Exercise description: Could you show all lines in the entries below that contain the string "controls"?
═══ Dataset content ═══
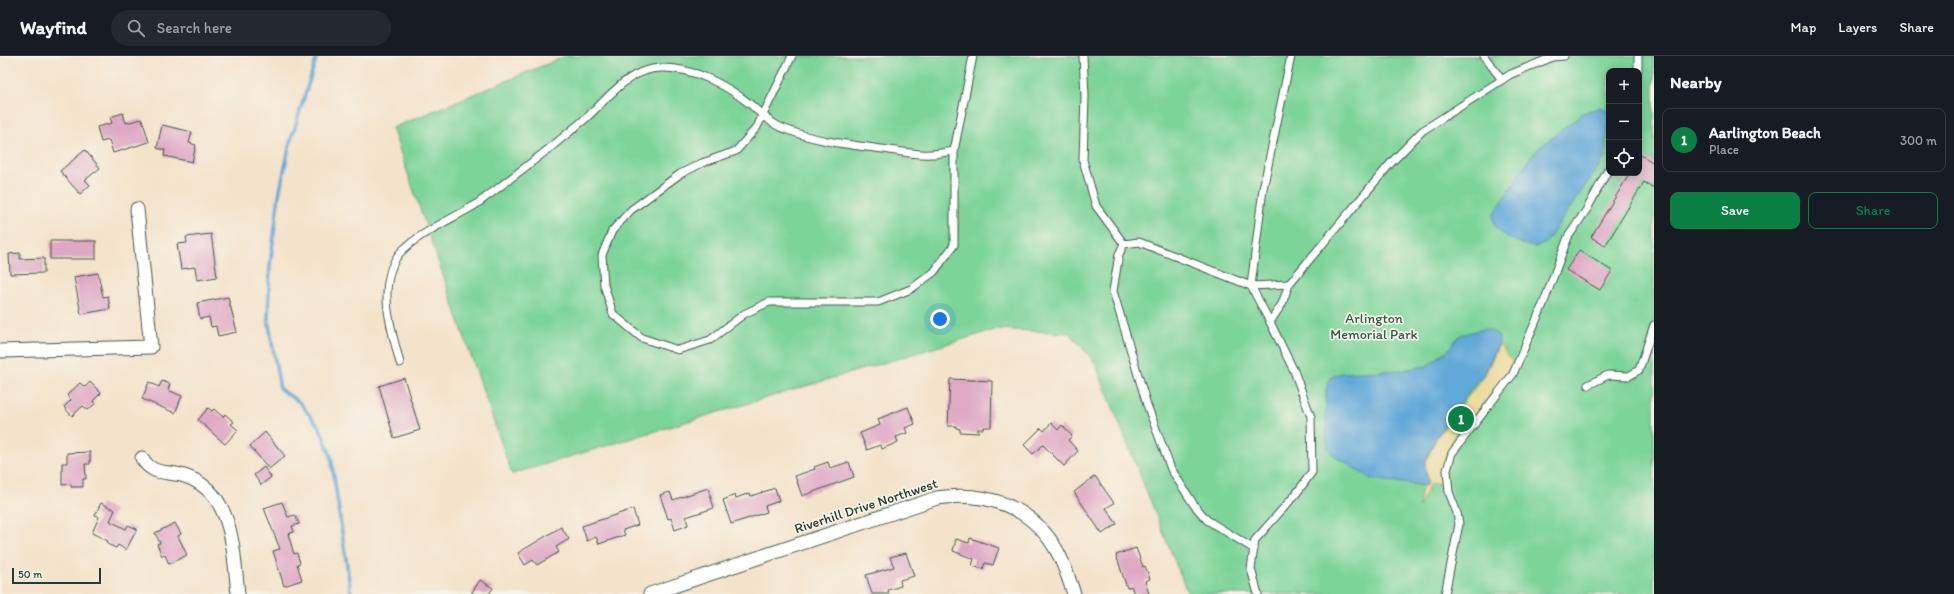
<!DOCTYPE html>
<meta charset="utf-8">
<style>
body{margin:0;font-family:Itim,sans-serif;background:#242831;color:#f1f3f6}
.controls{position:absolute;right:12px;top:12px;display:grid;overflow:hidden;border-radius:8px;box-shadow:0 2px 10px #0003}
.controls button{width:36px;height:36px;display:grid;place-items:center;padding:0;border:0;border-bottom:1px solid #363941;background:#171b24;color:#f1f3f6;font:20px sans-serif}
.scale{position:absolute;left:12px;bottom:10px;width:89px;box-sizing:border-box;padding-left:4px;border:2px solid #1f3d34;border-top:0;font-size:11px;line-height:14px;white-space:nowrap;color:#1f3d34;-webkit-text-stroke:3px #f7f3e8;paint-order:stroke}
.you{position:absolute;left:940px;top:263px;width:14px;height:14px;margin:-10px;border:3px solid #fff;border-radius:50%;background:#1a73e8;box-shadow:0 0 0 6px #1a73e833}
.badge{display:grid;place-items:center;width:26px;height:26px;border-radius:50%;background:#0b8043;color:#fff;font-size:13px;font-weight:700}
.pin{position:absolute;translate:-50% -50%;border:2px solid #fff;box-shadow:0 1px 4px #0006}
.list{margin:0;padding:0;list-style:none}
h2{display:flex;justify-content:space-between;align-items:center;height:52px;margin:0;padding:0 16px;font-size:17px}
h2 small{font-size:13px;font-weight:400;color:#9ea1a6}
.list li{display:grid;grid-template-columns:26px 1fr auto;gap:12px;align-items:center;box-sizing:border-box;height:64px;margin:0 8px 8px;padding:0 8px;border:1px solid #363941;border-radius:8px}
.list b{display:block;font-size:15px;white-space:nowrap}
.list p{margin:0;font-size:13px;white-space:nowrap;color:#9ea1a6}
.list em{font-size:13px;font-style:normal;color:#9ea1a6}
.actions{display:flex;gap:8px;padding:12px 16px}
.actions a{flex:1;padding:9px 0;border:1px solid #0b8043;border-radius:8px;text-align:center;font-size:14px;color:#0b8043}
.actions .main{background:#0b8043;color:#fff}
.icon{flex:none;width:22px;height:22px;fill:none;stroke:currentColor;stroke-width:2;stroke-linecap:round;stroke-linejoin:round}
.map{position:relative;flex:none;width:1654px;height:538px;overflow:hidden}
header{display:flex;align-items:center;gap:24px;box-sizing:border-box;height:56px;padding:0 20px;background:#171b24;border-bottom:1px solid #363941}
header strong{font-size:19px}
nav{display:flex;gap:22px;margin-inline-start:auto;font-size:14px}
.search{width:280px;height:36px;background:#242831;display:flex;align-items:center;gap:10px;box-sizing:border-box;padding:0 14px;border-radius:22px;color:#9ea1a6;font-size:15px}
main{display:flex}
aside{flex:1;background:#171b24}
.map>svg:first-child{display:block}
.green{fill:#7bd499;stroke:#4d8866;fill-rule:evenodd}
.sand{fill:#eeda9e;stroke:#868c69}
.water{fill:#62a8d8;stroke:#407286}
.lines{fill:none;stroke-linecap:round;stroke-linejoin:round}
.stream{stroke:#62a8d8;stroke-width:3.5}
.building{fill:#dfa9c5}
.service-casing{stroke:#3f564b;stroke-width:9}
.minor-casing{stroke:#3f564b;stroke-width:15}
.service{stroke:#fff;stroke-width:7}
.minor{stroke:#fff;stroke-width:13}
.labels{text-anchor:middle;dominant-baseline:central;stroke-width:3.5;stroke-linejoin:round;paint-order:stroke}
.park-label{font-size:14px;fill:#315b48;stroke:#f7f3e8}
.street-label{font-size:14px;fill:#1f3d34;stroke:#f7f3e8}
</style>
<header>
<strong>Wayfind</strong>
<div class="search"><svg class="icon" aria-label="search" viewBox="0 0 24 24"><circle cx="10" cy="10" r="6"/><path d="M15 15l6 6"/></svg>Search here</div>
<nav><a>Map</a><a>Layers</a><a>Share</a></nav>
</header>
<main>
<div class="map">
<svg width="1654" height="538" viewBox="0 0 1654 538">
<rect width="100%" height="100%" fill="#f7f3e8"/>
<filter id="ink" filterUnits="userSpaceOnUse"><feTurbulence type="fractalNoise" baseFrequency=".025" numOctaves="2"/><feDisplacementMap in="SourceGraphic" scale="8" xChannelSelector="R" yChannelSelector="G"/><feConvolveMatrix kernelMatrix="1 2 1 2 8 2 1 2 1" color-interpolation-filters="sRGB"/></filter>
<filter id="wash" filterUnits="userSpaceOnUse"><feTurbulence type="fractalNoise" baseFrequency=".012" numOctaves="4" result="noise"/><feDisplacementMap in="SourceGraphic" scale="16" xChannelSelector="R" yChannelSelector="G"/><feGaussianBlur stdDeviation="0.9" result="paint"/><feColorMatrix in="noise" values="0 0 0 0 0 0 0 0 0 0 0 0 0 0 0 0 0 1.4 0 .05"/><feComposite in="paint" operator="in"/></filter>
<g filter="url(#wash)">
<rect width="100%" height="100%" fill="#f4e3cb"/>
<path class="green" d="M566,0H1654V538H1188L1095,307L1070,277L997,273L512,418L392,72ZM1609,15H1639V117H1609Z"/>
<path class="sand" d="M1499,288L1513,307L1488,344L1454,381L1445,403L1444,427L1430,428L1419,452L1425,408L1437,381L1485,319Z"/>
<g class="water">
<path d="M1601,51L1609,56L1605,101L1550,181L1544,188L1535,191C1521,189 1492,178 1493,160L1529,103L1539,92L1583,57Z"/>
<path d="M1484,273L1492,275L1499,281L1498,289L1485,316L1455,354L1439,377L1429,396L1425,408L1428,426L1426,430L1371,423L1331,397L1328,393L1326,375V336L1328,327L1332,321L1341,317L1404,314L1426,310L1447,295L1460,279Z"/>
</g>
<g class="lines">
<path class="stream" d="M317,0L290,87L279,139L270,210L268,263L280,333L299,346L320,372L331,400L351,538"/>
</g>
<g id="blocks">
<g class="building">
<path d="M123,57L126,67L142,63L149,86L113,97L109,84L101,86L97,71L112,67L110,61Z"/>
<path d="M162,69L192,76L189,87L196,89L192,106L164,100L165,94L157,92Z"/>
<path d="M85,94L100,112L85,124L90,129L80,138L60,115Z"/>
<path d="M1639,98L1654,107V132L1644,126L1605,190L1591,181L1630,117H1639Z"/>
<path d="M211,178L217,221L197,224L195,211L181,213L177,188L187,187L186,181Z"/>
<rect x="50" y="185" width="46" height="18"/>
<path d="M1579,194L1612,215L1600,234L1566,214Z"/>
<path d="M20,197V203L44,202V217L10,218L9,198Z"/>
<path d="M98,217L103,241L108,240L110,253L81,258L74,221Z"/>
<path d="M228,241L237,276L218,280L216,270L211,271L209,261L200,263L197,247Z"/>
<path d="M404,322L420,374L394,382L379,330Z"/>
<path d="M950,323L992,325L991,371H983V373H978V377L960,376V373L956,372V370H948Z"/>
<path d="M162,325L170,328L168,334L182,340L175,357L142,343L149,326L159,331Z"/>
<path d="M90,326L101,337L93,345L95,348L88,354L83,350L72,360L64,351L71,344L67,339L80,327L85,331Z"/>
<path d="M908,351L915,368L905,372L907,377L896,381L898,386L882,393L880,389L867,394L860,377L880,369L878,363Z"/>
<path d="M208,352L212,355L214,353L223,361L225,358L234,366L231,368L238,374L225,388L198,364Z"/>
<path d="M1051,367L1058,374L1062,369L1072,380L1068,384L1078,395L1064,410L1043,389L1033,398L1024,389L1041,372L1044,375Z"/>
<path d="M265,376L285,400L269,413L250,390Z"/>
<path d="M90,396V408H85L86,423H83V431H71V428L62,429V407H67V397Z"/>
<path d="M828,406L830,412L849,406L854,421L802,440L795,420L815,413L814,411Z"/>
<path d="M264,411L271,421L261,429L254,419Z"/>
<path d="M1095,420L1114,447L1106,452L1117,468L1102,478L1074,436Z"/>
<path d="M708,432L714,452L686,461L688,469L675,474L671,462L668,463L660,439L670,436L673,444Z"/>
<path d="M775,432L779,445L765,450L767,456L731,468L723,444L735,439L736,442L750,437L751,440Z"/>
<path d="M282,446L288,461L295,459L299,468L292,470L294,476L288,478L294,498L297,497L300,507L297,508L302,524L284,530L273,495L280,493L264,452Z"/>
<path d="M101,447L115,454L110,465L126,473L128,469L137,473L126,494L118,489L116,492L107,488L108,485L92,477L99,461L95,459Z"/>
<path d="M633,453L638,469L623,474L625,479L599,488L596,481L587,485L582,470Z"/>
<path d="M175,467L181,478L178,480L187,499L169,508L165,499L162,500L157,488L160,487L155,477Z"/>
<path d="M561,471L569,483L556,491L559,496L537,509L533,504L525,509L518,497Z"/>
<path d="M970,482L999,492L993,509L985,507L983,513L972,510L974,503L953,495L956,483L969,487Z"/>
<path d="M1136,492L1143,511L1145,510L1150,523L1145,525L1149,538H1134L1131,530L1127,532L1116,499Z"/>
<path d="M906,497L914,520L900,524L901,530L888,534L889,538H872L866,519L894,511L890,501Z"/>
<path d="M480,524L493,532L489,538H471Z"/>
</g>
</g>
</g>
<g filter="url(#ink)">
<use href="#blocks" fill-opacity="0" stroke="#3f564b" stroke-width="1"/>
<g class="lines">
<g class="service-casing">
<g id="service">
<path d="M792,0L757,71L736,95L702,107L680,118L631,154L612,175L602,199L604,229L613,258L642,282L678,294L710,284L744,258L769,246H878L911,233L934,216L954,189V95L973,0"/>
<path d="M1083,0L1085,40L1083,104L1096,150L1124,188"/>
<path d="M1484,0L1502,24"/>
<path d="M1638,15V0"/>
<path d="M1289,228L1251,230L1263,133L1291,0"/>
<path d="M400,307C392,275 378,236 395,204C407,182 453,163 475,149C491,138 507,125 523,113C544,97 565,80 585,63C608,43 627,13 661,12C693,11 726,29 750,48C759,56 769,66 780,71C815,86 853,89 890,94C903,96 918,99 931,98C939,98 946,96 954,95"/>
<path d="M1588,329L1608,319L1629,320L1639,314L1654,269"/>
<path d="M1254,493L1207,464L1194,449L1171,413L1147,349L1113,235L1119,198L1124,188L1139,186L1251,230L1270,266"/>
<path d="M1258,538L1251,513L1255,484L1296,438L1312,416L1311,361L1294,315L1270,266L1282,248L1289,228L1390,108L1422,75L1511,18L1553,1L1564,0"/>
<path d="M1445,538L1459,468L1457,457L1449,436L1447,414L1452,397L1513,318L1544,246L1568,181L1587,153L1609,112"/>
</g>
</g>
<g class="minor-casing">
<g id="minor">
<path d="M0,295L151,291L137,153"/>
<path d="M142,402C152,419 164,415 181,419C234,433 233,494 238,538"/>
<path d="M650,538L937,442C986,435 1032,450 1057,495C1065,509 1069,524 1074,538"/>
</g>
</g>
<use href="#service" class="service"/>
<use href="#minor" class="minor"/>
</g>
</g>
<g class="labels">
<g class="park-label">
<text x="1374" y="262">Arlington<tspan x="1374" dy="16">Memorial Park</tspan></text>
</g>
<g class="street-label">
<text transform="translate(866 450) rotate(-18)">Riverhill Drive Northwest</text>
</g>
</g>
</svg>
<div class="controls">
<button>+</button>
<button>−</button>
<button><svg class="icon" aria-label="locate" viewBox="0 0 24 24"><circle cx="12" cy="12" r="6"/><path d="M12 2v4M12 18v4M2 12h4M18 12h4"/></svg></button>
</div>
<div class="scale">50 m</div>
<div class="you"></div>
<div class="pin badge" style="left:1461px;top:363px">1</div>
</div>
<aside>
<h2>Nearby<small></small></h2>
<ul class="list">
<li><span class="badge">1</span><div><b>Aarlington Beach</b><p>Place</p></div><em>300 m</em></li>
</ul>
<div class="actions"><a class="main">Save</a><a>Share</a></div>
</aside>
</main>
═══
Task response:
.controls{position:absolute;right:12px;top:12px;display:grid;overflow:hidden;border-radius:8px;box-shadow:0 2px 10px #0003}
.controls button{width:36px;height:36px;display:grid;place-items:center;padding:0;border:0;border-bottom:1px solid #363941;background:#171b24;color:#f1f3f6;font:20px sans-serif}
<div class="controls">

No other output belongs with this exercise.